1.Buy Term Life Insurance: Term insurance is the cheapest form of life insurance. If you the primary earner for your family you would want to secure your family in case the un-thinkable happens. This policy will protect them from this low probability but high impact event.
Typically for a 30 to 32 yr male it will cost about 25 to 27K for a 50-60 lack policy. SBI Life and Aviva have few policies whose sum insured keeps growing at 5% to 10% every year while the premium remains constant.

2.Buy a house : Housing is a basic need while people keep arguing that renting is better showing “cash flow” calculations. The current tax laws give you rebate under 80c for principal repayment of hosing loan and 80d gives rebate for interest repayment. This basically means you do not have to worry about the tax saving until the tenor of your house loan.
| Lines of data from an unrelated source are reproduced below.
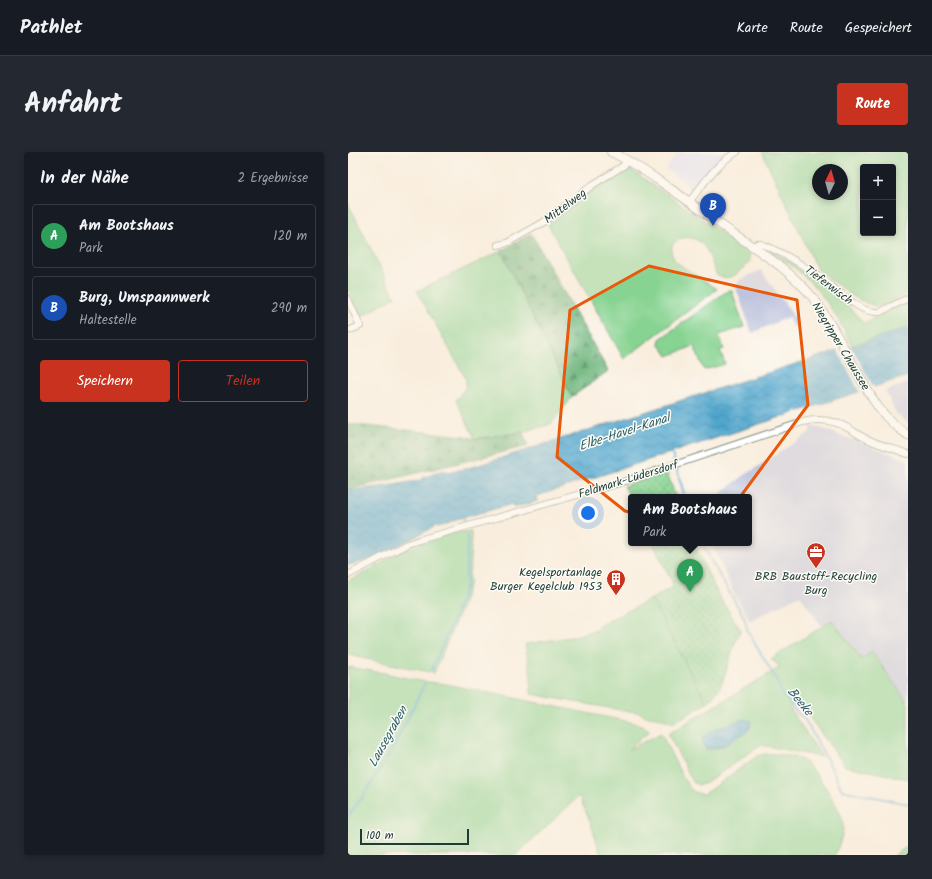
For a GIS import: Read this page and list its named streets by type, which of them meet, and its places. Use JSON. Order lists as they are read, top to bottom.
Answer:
{
  "streets": {
    "main road": ["Niegripper Chaussee"],
    "street": ["Mittelweg", "Tieferwisch", "Feldmark-Lüdersdorf"]
  },
  "crossings": [
    ["Mittelweg", "Niegripper Chaussee"],
    ["Tieferwisch", "Niegripper Chaussee"]
  ],
  "water": ["Elbe-Havel-Kanal", "Beeke", "Lausegraben"],
  "places": {
    "office": ["BRB Baustoff-Recycling Burg"],
    "building": ["Kegelsportanlage Burger Kegelclub 1953"]
  },
  "scale_bar": "100 m",
  "north": "top",
  "page": {
    "header": "Pathlet",
    "nav": ["Karte", "Route", "Gespeichert"],
    "title": "Anfahrt",
    "buttons": [
      "Route",
      ["Speichern", "Teilen"]
    ],
    "heading": ["In der Nähe", "2 Ergebnisse"],
    "map_buttons": ["+", "−"],
    "pins": ["B", "A"],
    "list": [
      {
        "mark": "A",
        "name": "Am Bootshaus",
        "note": "Park",
        "value": "120 m"
      },
      {
        "mark": "B",
        "name": "Burg, Umspannwerk",
        "note": "Haltestelle",
        "value": "290 m"
      }
    ],
    "popup": ["Am Bootshaus", "Park"],
    "scale": "100 m"
  }
}
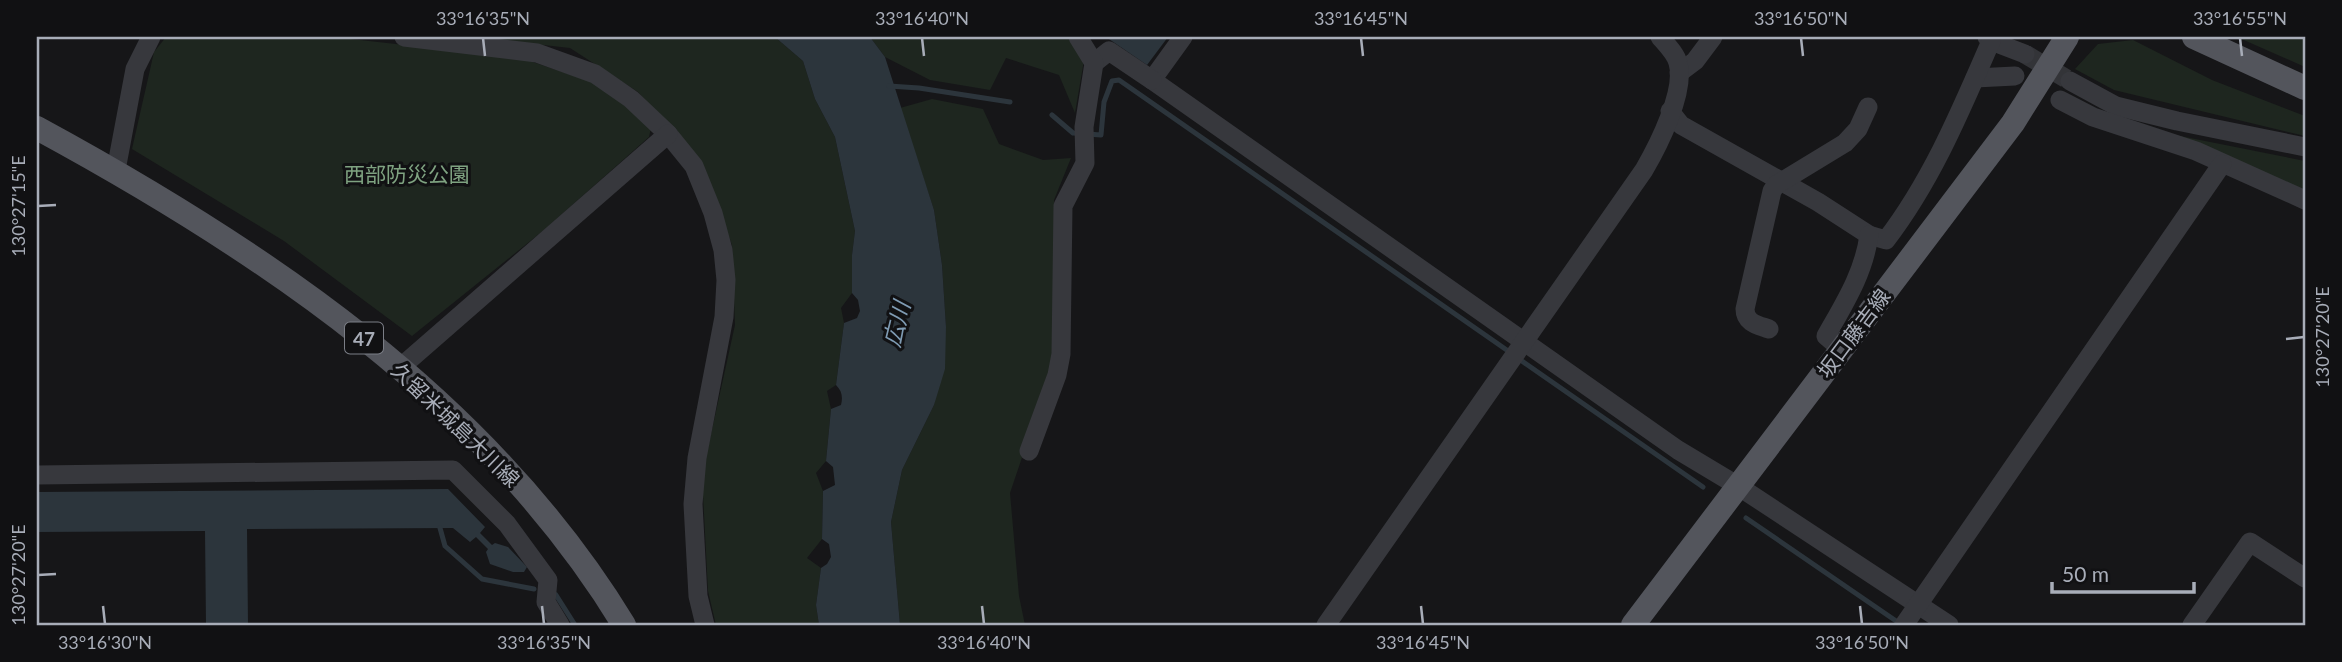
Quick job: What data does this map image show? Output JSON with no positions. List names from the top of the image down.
{
  "streets": {
    "main road": ["坂口藤吉線", "47", "久留米城島大川線"]
  },
  "water": ["広川"],
  "parks": ["西部防災公園"],
  "scale_bar": "50 m",
  "coordinates": [
    "33°16'35\"N",
    "33°16'40\"N",
    "33°16'45\"N",
    "33°16'50\"N",
    "33°16'55\"N",
    "130°27'15\"E",
    "130°27'20\"E",
    "33°16'30\"N"
  ]
}
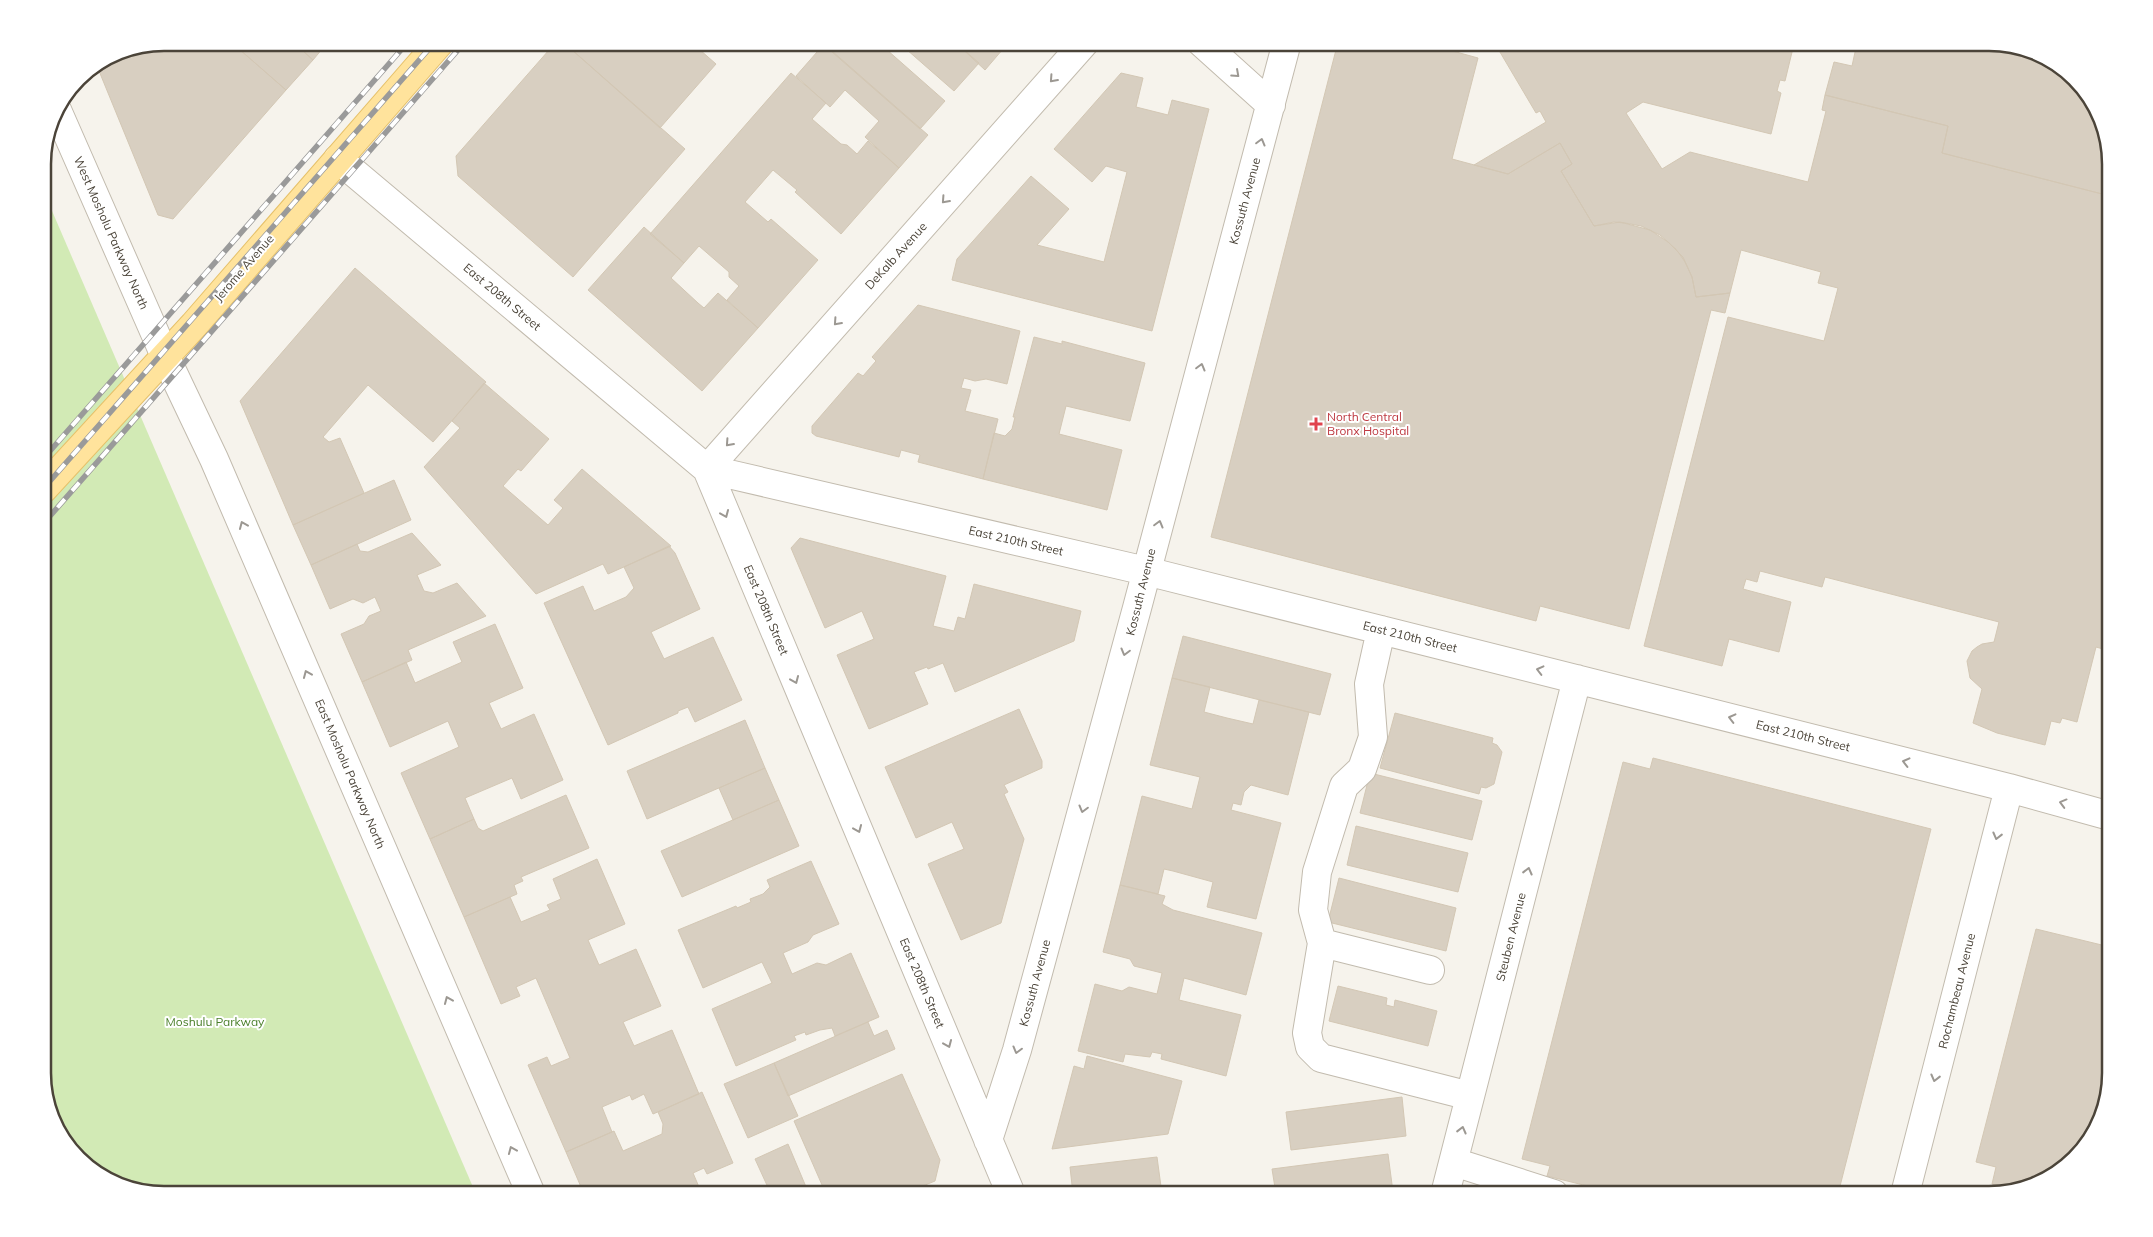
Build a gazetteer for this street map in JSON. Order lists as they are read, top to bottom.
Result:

You can rather invest that money saved into equity funds /shares which will give you a decent return in the long term.

Having a house of your own also works like an insurance policy since your family does not have to worry about accommodation or rent if the unthinkable happens.
(provided you have repaid the loan or your term insurance takes care of repaying the balance pending ). Keep the EMI in mind while deciding- use this sheet to determine yours.

3. Buy a index fund/ETF: I have discussed about ETF’s earlier. If you don’t have time to evaluate business and determine which is better than other then it’s prudent to buy a ETF or index fund. This basically means that you a buying a slice of India so you will at least keep pace with market returns.